DCF created a separate link on its Web site to update the public about the Myers’ investigation. Sheldon established the Task Force for Fostering Success and charged its members to “identify and implement improvements to the system.” He created the Gabriel Myers Work Group and asked members to “take an independent look at this case and its implications on the way DCF does business throughout the state.”

Since June 5, the agency has been posting weekly reports, by region, detailing the number and percentages of foster children receiving one or more prescriptions. Additional reports have been posted outlining DCF’s drug-prescription policies and procedures.

Several of the reports have been highly critical of the agency. Case in point? The recent “Special Quality Assurance Review” of 268 6- and 7-year-olds in state foster care receiving psychotropic medications. The study found:

In 58 percent of the cases, the case manager did not attempt to engage the parent or legal guardian before requesting a court order to medicate the child.
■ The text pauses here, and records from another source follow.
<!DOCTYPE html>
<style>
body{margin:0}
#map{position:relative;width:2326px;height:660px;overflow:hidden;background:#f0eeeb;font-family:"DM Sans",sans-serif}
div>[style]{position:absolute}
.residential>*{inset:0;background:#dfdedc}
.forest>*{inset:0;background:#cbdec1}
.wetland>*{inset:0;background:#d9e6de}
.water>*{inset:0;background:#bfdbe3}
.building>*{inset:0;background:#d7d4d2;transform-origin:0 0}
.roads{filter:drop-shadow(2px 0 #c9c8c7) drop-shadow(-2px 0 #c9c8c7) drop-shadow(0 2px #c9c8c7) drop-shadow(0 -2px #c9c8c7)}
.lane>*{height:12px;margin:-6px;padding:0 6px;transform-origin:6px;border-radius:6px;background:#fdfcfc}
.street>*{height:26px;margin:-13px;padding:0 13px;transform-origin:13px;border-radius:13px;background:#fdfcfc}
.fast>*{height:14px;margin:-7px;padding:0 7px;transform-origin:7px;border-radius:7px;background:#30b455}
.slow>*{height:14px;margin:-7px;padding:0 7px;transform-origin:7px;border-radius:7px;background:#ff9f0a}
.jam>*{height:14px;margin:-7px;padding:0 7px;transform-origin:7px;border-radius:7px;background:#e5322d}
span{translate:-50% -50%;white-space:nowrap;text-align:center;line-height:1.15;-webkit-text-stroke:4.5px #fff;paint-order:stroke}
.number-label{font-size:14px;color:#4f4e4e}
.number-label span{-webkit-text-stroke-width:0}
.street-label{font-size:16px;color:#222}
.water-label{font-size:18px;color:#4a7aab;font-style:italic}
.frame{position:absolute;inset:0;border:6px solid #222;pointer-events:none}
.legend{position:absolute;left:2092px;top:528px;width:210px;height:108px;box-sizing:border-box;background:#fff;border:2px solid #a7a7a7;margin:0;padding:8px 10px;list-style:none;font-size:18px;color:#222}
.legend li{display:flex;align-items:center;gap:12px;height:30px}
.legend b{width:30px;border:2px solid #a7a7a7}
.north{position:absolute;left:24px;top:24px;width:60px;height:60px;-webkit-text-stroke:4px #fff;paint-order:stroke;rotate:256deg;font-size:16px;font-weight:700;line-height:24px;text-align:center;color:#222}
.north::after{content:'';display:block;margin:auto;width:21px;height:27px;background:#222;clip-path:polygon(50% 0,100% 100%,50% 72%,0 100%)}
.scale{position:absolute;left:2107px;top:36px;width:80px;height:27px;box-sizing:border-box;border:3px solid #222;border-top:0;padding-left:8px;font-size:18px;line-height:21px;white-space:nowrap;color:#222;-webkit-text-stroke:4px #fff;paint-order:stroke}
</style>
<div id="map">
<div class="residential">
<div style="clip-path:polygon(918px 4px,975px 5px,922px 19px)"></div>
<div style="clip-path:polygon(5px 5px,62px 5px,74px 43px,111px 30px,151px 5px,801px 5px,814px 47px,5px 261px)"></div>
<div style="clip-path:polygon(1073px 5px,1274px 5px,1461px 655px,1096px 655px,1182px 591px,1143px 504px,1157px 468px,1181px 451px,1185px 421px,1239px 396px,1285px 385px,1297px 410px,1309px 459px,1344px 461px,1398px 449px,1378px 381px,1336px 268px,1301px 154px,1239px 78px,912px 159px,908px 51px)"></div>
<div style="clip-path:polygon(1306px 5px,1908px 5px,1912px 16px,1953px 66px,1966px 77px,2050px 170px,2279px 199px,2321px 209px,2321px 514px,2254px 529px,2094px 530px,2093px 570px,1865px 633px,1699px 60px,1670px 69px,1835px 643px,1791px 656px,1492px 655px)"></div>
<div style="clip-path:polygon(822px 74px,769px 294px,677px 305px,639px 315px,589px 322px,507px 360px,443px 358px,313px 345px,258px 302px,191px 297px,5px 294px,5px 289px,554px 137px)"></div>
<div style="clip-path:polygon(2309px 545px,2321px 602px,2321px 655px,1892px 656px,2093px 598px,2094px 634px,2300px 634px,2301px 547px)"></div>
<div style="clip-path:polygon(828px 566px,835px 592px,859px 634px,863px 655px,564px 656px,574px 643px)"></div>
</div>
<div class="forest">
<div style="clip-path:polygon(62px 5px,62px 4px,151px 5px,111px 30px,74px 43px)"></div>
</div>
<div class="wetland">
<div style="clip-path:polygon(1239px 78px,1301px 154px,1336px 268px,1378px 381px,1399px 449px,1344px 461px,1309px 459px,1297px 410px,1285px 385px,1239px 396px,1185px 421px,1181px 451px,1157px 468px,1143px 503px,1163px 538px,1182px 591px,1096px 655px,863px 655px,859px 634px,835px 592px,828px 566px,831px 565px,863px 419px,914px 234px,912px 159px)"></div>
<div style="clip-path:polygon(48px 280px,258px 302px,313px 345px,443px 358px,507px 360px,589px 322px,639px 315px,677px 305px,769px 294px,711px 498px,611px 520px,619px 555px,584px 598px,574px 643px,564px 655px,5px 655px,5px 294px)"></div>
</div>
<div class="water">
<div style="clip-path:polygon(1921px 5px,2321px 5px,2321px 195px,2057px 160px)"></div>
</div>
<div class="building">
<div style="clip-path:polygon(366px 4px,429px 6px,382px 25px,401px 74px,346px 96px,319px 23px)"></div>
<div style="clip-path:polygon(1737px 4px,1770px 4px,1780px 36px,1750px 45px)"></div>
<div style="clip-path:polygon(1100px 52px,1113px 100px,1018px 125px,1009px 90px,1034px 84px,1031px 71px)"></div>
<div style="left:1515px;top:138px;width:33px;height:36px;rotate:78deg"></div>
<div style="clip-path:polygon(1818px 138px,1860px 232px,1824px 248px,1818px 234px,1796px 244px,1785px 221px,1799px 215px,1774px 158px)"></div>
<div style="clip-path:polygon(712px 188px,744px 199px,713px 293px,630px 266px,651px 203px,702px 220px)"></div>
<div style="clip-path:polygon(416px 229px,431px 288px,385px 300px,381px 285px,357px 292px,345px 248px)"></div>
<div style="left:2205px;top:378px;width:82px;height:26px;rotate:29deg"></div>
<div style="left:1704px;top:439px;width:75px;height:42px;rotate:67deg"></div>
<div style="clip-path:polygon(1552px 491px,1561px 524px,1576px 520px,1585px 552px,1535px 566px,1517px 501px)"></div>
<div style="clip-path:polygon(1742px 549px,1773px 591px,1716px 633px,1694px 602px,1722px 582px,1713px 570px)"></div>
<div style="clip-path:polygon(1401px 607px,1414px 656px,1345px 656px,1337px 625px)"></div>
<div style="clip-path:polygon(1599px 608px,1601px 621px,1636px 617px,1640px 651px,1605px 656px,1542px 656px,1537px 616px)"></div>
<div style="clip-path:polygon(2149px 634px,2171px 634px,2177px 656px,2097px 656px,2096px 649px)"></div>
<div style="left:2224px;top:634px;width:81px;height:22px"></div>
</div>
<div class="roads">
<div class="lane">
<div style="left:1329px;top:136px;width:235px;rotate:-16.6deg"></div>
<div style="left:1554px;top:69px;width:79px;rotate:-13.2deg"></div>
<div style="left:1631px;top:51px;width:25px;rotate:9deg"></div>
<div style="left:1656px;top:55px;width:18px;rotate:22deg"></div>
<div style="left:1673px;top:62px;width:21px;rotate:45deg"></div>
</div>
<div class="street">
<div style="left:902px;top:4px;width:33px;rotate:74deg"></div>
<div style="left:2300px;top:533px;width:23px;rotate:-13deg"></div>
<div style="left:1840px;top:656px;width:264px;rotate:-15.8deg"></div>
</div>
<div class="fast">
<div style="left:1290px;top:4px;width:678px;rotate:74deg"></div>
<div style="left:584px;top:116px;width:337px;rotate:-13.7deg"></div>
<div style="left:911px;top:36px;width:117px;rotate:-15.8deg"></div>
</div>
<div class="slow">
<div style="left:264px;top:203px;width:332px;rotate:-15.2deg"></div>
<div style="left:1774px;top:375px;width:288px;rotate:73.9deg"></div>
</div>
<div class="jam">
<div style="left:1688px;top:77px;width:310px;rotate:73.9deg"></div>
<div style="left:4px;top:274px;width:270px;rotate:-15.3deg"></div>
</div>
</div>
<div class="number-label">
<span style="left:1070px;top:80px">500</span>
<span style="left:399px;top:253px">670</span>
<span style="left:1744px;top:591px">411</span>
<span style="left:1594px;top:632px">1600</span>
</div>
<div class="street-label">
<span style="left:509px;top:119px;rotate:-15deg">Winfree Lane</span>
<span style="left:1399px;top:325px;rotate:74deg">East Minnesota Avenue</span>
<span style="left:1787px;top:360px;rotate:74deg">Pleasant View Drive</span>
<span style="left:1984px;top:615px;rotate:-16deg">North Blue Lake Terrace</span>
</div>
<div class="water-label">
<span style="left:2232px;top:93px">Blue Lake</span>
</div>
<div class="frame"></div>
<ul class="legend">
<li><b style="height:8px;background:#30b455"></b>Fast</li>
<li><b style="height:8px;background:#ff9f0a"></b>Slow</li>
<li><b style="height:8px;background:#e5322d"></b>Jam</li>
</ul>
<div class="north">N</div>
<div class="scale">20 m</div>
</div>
In 70 percent of cases, supervisory reviews and discussions of the child’s behavioral health were not documented.

In 75 percent of the cases, the case manager did not provide the child’s medical information to the prescribing doctor.

In 86 percent of cases, prescribing physicians did not complete a treatment plan for the child.

Clearly, DCF is failing foster children and their families. However, if the agency continues to operate with the same level of unprecedented transparency it has exhibited the past three months — and implements much-needed reforms — it may save the lives of other foster children.